Cookie Usage in Web Applications


In compliance with directive 2009/136/EC of the European Parliament and of the Council, of 25.11.2009, users of web applications should be provided with clear and comprehensive information when engaging in an activity which results in storage of their information, such as cookies. Also, each country implements its own directives regarding this issue. You can find the official documentation here.

The remainder of this topic refers to OutSystems platform versions 5.0 and higher.
This content was last reviewed in 2017.

Cookies Usage

When someone visits a web application, a cookie is placed on the customer's machine (if the customer accepts cookies) or is read if the customer has previously visited the web application. Cookies are used to improve the usability of web applications, but can also be used for collecting metrics for generating visitor statistics, among others.

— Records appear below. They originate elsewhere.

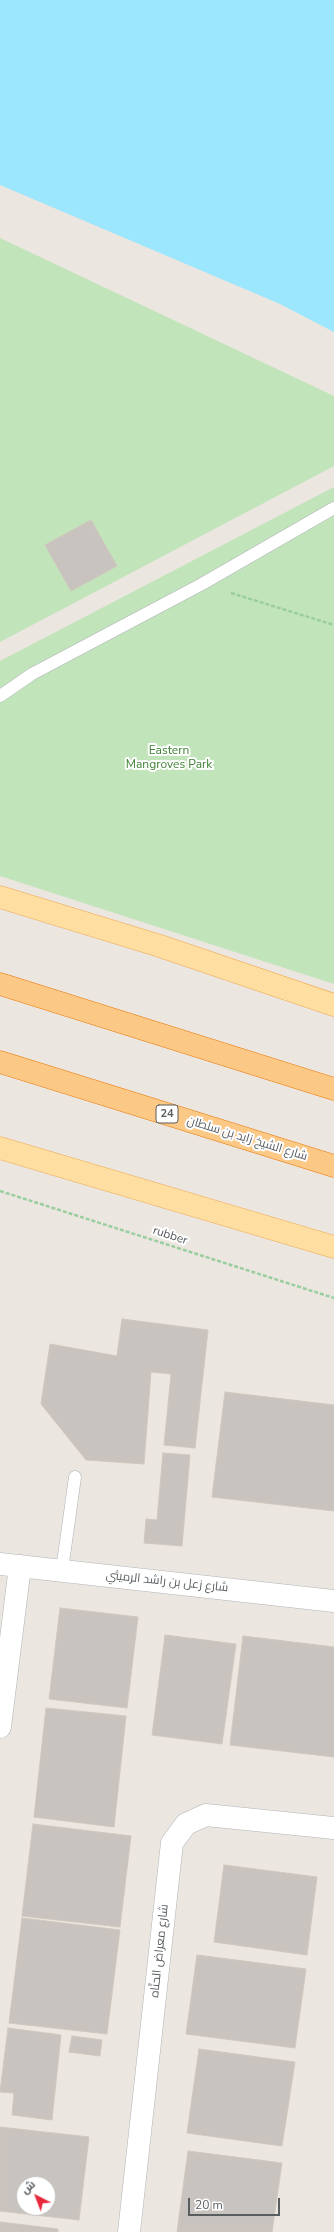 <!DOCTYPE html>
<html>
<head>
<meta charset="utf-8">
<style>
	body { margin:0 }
	#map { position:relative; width:334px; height:2232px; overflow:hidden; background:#ebe6df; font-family:"Nunito Sans",Cairo,sans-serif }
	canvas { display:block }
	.north { position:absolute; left:16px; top:2176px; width:40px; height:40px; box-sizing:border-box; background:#fff; border:1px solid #bcbebf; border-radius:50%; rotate:318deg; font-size:11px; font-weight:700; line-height:16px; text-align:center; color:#585d60 }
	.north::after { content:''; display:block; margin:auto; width:14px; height:18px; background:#e7293e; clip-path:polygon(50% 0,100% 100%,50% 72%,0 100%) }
	.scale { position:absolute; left:188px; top:2198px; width:92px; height:18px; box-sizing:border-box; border:2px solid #585d60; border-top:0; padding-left:5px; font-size:12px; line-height:14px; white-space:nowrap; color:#585d60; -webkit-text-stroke:3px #fff; paint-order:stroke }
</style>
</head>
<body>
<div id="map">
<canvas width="334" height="2232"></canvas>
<div class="north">ش</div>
<div class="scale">20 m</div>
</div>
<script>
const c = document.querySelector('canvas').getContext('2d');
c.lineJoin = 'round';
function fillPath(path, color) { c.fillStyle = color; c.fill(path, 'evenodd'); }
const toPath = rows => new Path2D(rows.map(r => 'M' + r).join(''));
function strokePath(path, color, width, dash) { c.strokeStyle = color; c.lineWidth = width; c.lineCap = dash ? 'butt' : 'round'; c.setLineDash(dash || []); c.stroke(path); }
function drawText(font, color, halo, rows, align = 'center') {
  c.font = font + ' "Nunito Sans",Cairo,sans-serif'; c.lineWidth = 4; c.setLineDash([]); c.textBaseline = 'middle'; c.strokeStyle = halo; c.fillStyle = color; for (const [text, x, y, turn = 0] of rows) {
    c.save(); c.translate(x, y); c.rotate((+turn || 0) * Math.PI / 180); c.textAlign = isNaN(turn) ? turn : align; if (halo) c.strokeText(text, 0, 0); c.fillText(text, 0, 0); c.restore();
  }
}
const green = toPath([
	[0,238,334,396,334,466,0,642],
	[334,487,334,984,0,876,0,661]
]);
const water = toPath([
	[0,0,334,0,334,332,280,304,0,185]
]);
const building = toPath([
	[91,520,117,566,71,591,45,545,91,520],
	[122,1319,208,1330,195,1448,164,1445,171,1374,151,1372,144,1464,86,1460,41,1404,50,1344,117,1356,122,1319],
	[225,1392,334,1405,334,1511,212,1497,225,1392],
	[163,1453,190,1455,182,1546,144,1543,146,1519,157,1520,163,1453],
	[60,1608,138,1617,127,1708,49,1699,60,1608],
	[165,1635,236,1644,222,1744,152,1735,165,1635],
	[243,1636,334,1647,334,1757,230,1745,243,1636],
	[46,1708,126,1716,114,1827,34,1817,46,1708],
	[33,1824,131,1836,120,1927,22,1916,33,1824],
	[224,1865,317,1877,307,1955,214,1942,224,1865],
	[22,1918,120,1930,107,2034,9,2023,22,1918],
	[197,1955,306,1969,295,2048,186,2034,197,1955],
	[8,2028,61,2035,52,2120,12,2115,14,2093,0,2092,8,2028],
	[72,2036,102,2040,100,2056,69,2052,72,2036],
	[199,2049,295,2062,282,2146,187,2133,199,2049],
	[0,2127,89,2137,79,2220,0,2211,0,2127],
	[24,2184,48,2184,48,2208,24,2208,24,2184],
	[188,2151,282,2163,272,2232,177,2232,188,2151],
	[0,2222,58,2229,58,2232,0,2232,0,2222]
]);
const path = toPath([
	[231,593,334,625],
	[0,1191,334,1298]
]);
const lane = toPath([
	[0,696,32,674,202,584,334,508],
	[62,1570,75,1477]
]);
const street = toPath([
	[0,1564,334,1601],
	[0,1727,20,1566],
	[129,2232,172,1843,186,1824,206,1815,334,1828]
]);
const primary = toPath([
	[0,897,160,946,334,1005],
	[0,1148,334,1247]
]);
const highway = toPath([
	[0,984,334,1089],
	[0,1062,334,1166]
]);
const shields = [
	[167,1114,22]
];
const shieldNames = [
	["24",167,1114]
];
const parkNames = [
	["Eastern",169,751],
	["Mangroves Park",169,765]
];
const streetNames = [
	["شارع الشيخ زايد بن سلطان",247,1139,17],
	["rubber",170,1236,18],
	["شارع زعل بن راشد الرميثي",167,1582,6],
	["شارع معراض الحنَّاه",160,1951,-84]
];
fillPath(green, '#c2e4bb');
fillPath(water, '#9ce6fe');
fillPath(building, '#c8c3be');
strokePath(building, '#d0c7be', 1);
strokePath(lane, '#b0b4b7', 13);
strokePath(street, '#b0b4b7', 23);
strokePath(primary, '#f0a754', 23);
strokePath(highway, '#e97602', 23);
strokePath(path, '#9ace9e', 2.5, [4, 2]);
strokePath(lane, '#fff', 12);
strokePath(street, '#fff', 22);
strokePath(primary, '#fedea1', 22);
strokePath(highway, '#fcc886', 22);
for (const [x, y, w] of shields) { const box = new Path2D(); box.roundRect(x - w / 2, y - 9, w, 18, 3); c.fillStyle = '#fff'; c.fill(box); strokePath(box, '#585d60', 1); }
drawText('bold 11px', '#585d60', null, shieldNames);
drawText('12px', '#3f8334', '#fff', parkNames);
drawText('12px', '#585d60', '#fff', streetNames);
</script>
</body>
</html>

All applications developed with OutSystems use cookies to identify the user to improve the usability of the applications, for instance allowing automatic login into the applications or maintaining the pagination selected by the user.

Not Accepting Cookies

If you choose to not have your browser accept cookies from applications created with OutSystems, you will still be able to access screens of the application which do not require authentication and read their content. However, functionality may be limited. For applications created with OutSystems that require you to login with a username and password some or all functionalities may not be available if cookies are disabled.

Cookies Created

The following table describes the cookies used by OutSystems. Not only a list of cookies is described, but their detailed information such as size, duration and purpose.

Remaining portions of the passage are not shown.